A new study published in the journal Environmental Health Perspectives suggests that long-term exposure to arsenic in drinking water, even at low levels, can increase the risk of heart disease. Even those exposed to arsenic levels below the federal limits of 10 micrograms per liter were found to have an increased risk of ischemic heart disease, according to the researchers.
“Our findings shed light on critical time windows of arsenic exposure that contribute to heart disease and inform the ongoing arsenic risk assessment by the EPA. It further reinforces the importance of considering non-cancer outcomes, and specifically cardiovascular disease, which is the number one cause of death in the U.S. and globally,” said Danielle Medgyesi, a doctoral Fellow in the Department of Environmental Health Sciences at Columbia Mailman School.
“This study offers resounding proof of the need for regulatory standards in protecting health and provides evidence in support of reducing the current limit to further eliminate significant risk,” added Medgyesi.
Investigating exposure to arsenic in water
For this study, researchers compared various lengths of exposure to arsenic in water and cardiovascular disease using statewide healthcare and mortality records collected from the California Teachers Study cohort identifying fatal and nonfatal cases of ischemic heart disease and cardiovascular disease. Water arsenic data for 30 years was collected from the California Office of Environmental Health Hazard Assessment.
The study involved 98,250 participants under the age of 85 years old without a history of cardiovascular disease, with 6,119 ischemic heart disease cases and 9,936 cardiovascular disease cases. The analysis revealed that the previous 10 years of exposure to water contaminated with arsenic up to the time of a cardiovascular disease event contributed the greatest risk.
These findings are consistent with a study in Chile that found peak mortality of acute myocardial infarction was at around ten years after a period of very high arsenic exposure. This provides new insights into relevant exposure windows that are critical to the development of ischemic heart disease.
Even at low “safe” levels
48% of the participants were exposed to an average arsenic concentration below California’s non-cancer public health goal of <1 µg/L. In comparison to this low-exposure group, those exposed to 1 to <5 µg/L had a modestly higher risk of ischemic heart disease, with increases of 5 to 6 percent. The risk increased to 20% among those in the exposure ranges of 5 to <10 µg/L (or one-half to below the current regulatory limit), and more than doubled to 42% for those exposed to levels at and above the current EPA limit ≥10µg/L.
The relationship was consistently stronger for ischemic heart disease compared to cardiovascular disease, and no evidence of risk for stroke was found, largely consistent with previous research and the conclusions of the current EPA risk assessment.
This study draws needed attention to the serious health consequences not only when community water systems do not meet the current EPA standard but also at levels below the current standard. Findings highlight a substantial 20% risk at arsenic exposures ranging from 5 to <10 µg/L which affected about 3.2 percent of participants, suggesting that stronger regulations would provide significant benefits to the population.
The study also found higher arsenic concentrations, including concentrations above the current standard, disproportionally affect Hispanic and Latina populations and residents of lower socioeconomic status neighborhoods.

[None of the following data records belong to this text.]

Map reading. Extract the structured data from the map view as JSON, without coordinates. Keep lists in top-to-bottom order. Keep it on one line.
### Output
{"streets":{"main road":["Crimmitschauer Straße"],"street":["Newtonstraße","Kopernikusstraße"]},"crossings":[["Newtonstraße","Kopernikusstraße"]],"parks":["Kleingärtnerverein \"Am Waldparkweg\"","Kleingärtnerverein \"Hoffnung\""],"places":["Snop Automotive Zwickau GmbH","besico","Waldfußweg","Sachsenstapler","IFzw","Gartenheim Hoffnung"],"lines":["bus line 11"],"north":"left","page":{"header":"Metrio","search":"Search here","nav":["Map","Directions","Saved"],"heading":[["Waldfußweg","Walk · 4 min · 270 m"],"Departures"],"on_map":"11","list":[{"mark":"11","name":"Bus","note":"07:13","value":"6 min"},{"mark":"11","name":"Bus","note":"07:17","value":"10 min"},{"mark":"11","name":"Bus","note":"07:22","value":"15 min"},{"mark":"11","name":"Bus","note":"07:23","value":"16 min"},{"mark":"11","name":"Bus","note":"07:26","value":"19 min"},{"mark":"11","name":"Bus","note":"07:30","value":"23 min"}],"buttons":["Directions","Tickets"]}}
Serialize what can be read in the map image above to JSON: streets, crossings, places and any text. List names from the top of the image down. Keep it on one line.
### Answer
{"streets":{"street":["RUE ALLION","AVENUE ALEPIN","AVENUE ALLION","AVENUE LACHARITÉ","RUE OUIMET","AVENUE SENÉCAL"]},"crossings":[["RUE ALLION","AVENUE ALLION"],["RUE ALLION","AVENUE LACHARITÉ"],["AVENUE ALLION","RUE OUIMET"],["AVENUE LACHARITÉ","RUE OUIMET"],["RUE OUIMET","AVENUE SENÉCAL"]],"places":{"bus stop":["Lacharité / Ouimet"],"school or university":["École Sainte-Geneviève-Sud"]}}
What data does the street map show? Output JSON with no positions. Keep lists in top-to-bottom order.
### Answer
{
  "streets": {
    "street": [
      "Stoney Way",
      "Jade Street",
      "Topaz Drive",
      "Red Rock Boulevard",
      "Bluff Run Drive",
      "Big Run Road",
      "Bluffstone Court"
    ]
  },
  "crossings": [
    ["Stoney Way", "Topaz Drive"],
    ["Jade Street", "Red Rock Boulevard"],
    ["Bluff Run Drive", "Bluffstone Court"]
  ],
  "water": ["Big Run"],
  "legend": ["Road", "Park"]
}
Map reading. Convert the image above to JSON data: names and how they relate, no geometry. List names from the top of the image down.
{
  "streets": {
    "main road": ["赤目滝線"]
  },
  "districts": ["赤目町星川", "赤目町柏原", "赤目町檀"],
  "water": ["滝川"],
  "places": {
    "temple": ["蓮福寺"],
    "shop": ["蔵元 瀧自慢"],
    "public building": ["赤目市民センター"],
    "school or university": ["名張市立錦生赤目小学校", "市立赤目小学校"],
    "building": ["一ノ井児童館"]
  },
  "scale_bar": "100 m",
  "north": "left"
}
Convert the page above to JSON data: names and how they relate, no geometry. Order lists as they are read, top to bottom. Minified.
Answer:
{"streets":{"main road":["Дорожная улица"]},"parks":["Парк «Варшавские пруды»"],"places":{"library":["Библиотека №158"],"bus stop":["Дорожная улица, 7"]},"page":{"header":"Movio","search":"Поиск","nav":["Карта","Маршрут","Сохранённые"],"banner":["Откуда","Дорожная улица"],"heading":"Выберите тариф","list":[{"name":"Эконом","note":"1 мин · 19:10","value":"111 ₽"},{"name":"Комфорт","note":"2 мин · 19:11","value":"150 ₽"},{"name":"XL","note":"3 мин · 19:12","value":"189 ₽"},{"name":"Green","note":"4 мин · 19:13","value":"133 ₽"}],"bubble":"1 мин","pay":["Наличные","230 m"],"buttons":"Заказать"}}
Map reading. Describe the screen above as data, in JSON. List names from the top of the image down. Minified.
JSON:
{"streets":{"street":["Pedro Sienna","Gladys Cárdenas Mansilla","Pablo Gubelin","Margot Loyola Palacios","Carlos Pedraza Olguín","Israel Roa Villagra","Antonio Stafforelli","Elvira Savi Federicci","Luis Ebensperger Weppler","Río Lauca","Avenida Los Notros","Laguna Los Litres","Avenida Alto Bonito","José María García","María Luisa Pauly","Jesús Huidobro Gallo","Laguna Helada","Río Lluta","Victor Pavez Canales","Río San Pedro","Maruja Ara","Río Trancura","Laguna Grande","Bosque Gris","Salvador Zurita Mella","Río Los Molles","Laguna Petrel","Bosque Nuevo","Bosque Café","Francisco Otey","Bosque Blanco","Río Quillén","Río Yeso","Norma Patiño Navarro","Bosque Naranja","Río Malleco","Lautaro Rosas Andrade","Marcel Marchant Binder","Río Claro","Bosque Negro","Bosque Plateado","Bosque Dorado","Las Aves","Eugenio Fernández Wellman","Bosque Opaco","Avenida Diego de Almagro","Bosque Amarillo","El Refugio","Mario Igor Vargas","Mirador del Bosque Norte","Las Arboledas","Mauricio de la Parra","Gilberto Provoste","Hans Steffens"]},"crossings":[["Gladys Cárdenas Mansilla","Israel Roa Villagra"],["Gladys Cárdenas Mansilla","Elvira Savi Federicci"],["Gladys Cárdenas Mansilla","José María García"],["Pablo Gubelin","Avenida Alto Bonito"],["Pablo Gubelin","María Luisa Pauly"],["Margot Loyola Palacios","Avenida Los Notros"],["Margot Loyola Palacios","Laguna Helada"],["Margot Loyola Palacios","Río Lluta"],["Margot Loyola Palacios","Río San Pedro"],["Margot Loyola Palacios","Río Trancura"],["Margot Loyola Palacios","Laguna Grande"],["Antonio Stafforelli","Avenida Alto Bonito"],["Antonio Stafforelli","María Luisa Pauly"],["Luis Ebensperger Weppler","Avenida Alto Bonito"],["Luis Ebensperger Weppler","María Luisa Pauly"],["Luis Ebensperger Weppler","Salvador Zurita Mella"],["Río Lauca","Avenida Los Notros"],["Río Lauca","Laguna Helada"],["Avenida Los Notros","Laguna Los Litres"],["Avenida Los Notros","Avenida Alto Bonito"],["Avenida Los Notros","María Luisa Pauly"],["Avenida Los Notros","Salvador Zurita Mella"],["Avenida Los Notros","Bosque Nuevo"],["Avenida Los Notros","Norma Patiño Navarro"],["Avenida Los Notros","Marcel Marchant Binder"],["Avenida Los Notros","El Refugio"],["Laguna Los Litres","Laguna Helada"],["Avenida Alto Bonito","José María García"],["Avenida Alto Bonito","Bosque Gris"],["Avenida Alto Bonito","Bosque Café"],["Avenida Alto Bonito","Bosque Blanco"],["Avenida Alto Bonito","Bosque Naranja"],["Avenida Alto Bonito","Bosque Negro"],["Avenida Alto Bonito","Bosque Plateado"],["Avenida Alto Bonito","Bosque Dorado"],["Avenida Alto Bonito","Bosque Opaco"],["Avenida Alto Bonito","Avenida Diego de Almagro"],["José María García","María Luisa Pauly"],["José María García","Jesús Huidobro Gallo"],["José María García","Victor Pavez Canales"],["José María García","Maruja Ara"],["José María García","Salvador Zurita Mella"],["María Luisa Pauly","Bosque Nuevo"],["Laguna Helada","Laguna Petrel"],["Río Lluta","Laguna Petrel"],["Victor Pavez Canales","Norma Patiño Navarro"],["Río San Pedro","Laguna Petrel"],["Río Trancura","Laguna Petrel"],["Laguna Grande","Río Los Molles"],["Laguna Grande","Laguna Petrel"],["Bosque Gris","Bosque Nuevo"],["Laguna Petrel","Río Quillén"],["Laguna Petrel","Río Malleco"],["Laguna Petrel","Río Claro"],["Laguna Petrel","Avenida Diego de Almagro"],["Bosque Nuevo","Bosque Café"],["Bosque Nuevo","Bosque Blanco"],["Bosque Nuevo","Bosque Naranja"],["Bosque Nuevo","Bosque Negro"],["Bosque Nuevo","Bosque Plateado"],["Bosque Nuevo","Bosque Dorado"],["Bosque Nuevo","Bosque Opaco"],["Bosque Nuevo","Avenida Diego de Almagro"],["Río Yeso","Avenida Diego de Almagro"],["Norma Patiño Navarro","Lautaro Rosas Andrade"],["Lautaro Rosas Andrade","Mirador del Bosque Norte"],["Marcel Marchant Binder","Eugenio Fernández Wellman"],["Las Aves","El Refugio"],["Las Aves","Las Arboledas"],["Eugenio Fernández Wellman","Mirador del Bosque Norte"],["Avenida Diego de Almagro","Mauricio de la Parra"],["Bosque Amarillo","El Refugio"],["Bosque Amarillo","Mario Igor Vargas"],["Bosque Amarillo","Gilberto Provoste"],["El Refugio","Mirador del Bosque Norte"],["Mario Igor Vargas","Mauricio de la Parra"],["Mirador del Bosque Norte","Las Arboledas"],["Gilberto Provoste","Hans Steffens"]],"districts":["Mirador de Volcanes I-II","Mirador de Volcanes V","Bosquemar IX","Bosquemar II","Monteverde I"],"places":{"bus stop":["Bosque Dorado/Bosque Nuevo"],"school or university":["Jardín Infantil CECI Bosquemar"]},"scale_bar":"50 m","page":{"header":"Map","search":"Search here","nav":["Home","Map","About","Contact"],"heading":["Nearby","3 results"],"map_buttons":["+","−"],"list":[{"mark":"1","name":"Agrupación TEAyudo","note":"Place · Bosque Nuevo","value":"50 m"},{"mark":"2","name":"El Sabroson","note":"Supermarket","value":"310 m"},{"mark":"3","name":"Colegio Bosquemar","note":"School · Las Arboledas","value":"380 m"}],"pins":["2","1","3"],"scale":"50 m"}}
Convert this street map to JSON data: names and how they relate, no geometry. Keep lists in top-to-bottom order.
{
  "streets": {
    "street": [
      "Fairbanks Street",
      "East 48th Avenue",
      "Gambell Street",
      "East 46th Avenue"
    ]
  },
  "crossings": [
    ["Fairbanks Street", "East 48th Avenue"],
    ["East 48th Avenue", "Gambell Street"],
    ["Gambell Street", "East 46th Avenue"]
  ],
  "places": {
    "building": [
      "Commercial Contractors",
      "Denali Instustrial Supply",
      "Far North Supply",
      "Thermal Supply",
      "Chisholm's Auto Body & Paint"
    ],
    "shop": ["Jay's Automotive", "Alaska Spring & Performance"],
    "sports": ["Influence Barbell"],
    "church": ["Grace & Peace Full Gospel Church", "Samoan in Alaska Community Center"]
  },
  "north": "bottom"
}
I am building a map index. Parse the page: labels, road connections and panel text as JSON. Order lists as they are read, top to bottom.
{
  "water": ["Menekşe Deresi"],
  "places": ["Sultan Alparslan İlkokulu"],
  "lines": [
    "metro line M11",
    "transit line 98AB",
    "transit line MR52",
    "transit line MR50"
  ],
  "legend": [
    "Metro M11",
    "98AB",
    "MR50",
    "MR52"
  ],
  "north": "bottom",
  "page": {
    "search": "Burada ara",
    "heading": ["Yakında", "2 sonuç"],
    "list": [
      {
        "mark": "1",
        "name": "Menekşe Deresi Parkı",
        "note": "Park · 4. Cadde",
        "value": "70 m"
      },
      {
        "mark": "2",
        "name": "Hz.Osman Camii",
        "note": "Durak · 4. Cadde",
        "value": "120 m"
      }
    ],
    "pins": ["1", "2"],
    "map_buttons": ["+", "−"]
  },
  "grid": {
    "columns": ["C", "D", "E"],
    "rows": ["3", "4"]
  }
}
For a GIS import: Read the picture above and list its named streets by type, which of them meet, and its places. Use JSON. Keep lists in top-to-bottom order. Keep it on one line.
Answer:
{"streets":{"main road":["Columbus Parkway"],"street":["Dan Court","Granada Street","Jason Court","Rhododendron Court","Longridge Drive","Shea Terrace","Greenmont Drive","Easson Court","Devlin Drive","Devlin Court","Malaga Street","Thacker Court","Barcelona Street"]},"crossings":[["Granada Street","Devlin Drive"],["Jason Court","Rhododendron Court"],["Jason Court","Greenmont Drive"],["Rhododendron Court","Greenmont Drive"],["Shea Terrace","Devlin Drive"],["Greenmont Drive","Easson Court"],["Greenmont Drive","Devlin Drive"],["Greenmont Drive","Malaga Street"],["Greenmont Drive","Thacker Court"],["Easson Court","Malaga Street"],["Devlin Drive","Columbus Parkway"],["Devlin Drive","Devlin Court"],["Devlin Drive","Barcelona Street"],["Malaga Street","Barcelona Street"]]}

“Our results are novel and encourage a renewed discussion of current policy and regulatory standards,” said Columbia Mailman’s Tiffany Sanchez, senior author. “However, this also implies that much more research is needed to understand the risks associated with arsenic levels that CWS users currently experience. We believe that the data and methods developed in this study can be used to bolster and inform future studies and can be extended to evaluate other drinking water exposures and health outcomes.”
Substantial evidence that arsenic exposure increases risk
The American Heart Association and other leading health agencies suggest that there is substantial evidence that arsenic exposure increases the risk of cardiovascular disease. This includes evidence of risk at high arsenic levels (>100µg/L) in drinking water. The U.S. Environmental Protection Agency reduced the maximum contaminant level (MCL) for arsenic in community water supplies (CWS) from 50µg/L to 10µg/L beginning in 2006. Even with the reduction, drinking water still remains an important source of arsenic exposure among community water supply users. The natural occurrence of arsenic in groundwater is commonly observed in regions of New England, the upper Midwest, and the West, including California.